Humildade e obediência foram a via pela qual Rita
caminhou para uma semelhança sempre mais perfeita
ao Crucificado. O estigma que brilha na sua testa é a
autenticação da sua maturidade cristã. Na Cruz com
Jesus, ela formou-se naquele amor que tinha já
conhecido e expresso de maneira heróica entre as
paredes de casa e na participação nas vicissitudes da
sua cidade.
Seguindo a espiritualidade de Santo Agostinho, fez-se
discípula do Crucificado e, “perita no sofrer”,
aprendeu a entender os sofrimentos do coração
humano. Rita tornou-se assim advogada dos pobres e
dos desesperados, obtendo para quem a tenha
invocado nas mais diversas situações inúmeras graças
de consolação e de conforto.
Rita de Cássia foi a primeira mulher a ser canonizada
no Grande Jubileu do início do século XX, em 24 de
maio de 1900. Ao decretar a sua santidade, Leão XIII
observou que ela agradou a Cristo, tanto que a quis
marcar com o selo da sua caridade e da sua paixão.
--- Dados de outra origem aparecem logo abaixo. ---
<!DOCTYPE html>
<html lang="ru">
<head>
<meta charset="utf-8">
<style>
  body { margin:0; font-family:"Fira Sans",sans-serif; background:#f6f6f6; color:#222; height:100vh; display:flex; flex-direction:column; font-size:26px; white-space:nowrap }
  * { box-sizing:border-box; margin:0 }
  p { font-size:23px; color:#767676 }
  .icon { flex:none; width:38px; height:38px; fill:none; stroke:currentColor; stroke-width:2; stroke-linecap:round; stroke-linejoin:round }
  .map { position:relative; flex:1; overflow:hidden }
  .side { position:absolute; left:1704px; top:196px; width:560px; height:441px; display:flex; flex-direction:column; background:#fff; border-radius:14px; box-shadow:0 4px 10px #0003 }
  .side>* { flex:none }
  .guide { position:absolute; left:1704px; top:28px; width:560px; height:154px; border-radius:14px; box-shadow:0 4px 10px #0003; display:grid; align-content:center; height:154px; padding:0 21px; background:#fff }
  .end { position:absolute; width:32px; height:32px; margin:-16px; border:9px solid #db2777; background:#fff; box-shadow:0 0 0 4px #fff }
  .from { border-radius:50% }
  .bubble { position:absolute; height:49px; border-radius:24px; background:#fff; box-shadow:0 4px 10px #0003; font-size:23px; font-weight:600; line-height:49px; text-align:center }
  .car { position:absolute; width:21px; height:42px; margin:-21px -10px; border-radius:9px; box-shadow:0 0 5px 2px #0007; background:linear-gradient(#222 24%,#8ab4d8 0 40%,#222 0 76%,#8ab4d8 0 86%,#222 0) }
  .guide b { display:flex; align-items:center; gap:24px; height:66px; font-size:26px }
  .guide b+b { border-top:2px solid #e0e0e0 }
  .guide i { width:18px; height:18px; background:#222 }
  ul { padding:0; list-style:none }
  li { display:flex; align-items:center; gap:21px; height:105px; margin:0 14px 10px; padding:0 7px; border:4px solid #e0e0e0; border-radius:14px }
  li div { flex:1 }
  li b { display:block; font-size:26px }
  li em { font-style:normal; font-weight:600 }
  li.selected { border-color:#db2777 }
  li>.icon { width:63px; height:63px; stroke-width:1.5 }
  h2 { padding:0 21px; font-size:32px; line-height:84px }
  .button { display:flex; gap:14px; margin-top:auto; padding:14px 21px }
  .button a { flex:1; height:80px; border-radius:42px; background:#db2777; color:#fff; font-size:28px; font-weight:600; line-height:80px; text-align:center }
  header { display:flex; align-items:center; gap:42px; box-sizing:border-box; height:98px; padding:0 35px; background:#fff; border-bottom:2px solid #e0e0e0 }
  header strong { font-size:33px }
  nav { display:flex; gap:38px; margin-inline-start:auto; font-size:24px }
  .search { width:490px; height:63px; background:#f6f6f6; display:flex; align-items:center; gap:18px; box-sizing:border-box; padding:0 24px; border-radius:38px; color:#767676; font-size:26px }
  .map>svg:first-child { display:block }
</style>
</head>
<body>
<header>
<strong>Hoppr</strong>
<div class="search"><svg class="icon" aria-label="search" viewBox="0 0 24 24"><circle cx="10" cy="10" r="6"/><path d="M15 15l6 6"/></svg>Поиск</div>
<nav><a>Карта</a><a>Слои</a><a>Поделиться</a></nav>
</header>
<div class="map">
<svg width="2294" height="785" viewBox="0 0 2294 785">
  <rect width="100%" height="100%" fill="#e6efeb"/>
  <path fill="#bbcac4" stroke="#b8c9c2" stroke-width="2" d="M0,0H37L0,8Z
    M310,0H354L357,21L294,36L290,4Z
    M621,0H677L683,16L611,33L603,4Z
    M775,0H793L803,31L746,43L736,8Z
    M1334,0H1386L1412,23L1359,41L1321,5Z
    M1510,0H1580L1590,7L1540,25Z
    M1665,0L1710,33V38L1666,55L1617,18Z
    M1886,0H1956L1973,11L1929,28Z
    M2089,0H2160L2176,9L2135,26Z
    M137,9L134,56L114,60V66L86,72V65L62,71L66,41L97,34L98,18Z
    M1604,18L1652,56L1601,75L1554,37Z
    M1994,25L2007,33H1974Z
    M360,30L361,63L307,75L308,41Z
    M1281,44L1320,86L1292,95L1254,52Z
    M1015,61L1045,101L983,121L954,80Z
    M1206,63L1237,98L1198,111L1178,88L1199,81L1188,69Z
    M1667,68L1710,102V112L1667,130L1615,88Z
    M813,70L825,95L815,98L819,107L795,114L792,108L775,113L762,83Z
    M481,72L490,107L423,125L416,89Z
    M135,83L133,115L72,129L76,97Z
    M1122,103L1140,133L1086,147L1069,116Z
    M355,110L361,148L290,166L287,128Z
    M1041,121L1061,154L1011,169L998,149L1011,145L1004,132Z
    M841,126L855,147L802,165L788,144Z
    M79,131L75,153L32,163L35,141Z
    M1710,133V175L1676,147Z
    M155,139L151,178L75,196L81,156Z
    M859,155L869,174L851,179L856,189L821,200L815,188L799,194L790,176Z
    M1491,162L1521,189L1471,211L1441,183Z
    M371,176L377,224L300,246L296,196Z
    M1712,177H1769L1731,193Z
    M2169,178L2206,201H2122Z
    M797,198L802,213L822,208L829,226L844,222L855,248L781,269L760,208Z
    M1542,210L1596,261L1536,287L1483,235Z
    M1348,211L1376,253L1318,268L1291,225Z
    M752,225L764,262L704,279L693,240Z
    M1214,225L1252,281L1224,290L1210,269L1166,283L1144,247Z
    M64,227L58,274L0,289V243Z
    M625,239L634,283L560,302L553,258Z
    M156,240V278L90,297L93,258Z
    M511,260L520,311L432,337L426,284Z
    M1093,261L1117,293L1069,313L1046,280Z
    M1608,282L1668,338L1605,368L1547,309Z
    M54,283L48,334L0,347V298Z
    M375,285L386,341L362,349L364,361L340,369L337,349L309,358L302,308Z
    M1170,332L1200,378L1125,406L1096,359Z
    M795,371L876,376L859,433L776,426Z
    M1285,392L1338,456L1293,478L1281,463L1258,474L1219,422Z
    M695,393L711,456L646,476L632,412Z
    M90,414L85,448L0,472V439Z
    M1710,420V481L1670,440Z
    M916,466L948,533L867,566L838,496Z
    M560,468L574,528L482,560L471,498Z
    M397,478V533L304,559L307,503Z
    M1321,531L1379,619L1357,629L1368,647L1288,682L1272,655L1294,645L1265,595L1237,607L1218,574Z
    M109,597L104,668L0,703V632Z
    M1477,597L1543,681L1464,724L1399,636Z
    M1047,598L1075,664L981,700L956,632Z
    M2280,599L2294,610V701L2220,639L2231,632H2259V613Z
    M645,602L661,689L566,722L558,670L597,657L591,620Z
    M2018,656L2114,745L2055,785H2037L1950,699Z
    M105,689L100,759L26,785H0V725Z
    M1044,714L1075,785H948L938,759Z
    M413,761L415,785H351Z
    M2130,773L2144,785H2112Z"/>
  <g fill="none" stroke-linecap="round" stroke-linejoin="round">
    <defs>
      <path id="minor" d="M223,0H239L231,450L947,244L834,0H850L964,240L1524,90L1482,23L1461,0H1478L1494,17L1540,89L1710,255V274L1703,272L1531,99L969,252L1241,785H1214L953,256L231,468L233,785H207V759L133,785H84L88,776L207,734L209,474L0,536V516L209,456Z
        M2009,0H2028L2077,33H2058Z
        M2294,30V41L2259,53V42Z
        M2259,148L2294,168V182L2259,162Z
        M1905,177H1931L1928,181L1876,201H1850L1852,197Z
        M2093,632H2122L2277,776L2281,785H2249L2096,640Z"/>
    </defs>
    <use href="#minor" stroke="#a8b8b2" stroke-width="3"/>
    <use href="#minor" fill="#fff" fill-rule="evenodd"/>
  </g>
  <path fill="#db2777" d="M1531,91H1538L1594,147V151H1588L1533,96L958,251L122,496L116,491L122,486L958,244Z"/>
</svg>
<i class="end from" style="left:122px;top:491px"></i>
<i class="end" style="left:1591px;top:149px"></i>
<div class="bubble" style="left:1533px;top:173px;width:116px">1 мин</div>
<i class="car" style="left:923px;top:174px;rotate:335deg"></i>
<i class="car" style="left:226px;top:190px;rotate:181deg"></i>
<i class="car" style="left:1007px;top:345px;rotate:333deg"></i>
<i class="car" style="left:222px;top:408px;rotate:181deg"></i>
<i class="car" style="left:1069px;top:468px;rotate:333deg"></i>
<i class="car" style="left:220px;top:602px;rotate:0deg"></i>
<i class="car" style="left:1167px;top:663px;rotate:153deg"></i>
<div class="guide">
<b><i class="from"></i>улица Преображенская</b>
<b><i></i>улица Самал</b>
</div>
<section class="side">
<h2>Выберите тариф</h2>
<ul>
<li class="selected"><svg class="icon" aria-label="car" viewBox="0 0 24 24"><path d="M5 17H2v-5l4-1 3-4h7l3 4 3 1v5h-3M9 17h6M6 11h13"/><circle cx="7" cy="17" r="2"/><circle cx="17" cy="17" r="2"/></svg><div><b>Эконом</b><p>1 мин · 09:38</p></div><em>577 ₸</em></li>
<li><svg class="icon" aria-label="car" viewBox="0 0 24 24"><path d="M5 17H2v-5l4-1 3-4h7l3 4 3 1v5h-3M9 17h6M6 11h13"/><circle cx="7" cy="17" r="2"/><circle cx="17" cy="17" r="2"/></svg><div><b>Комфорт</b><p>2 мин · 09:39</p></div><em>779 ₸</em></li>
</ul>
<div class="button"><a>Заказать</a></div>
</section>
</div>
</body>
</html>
Esse privilégio foi-lhe concedido devido à sua
humildade singular, ao afastamento das ambições
terrenas e ao admirável espírito penitencial, que
acompanharam todos os momentos da sua vida.
A Santa de Cássia pertence à grande plêiade das
mulheres cristãs que “tiveram um influxo significativo
na vida da Igreja, como também na da sociedade”.
Rita interpretou bem o “gênio feminino”, viveu-o
intensamente na maternidade tanto física como
espiritual.
A devoção a Santa Rita é simbolizada pela rosa: uma
existência capaz de responder ao sofrimento e aos
espinhos com o perdão e o dom total de si, para
difundir em toda a parte o bom perfume de Cristo,
mediante o anúncio coerente e vivido do Evangelho.